300-acre wildfire in Lompoc threatens historic mission; evacuations ordered
About 1,200 residents were ordered to evacuate Monday as a fast-moving 300-acre fire in Lompoc moved dangerously close to homes and a Spanish mission, officials said. As of 6 p.m., the fire was 55% contained.
The wildfire started just after 1 p.m. off Burton Mesa Boulevard and was surging toward Cebada Canyon, said Capt. Dave Zaniboni of the Santa Barbara County Fire Department.
Because of dry vegetation the area was at high risk, so deputies ordered approximately 1,200 residents in Cebada Canyon, Gypsy Canyon and Tularosa Road to immediately evacuate, the Santa Barbara County Sheriff’s Office said. Residents in the Mission Hills area were told to prepare to evacuate.

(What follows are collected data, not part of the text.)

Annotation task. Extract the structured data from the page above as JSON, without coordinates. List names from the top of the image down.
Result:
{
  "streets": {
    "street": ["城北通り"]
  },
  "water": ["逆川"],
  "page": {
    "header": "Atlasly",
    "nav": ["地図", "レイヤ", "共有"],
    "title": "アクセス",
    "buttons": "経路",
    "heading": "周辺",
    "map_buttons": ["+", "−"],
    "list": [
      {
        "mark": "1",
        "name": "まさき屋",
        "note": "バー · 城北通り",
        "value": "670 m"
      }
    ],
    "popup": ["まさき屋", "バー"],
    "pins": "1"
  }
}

Workers told KSBY-TV that La Purisima Mission was also ordered to evacuate.
Founded in 1787, the mission once covered 470 square miles and was home to Chumash and Spanish settlers. More than 200,000 people visit the mission every year.
A strike team was positioned at the mission ready to protect it from flames, Zaniboni said.
The California Department of Forestry and Fire Protection was responding to the blaze to provide assistance.
According to the National Weather Service, winds could reach 15 mph in Lompoc.
The winds, however, are proving to be less of factor in the fire. Dry, dense brush, including oak trees and chaparral, was fanning the fire, Zaniboni said.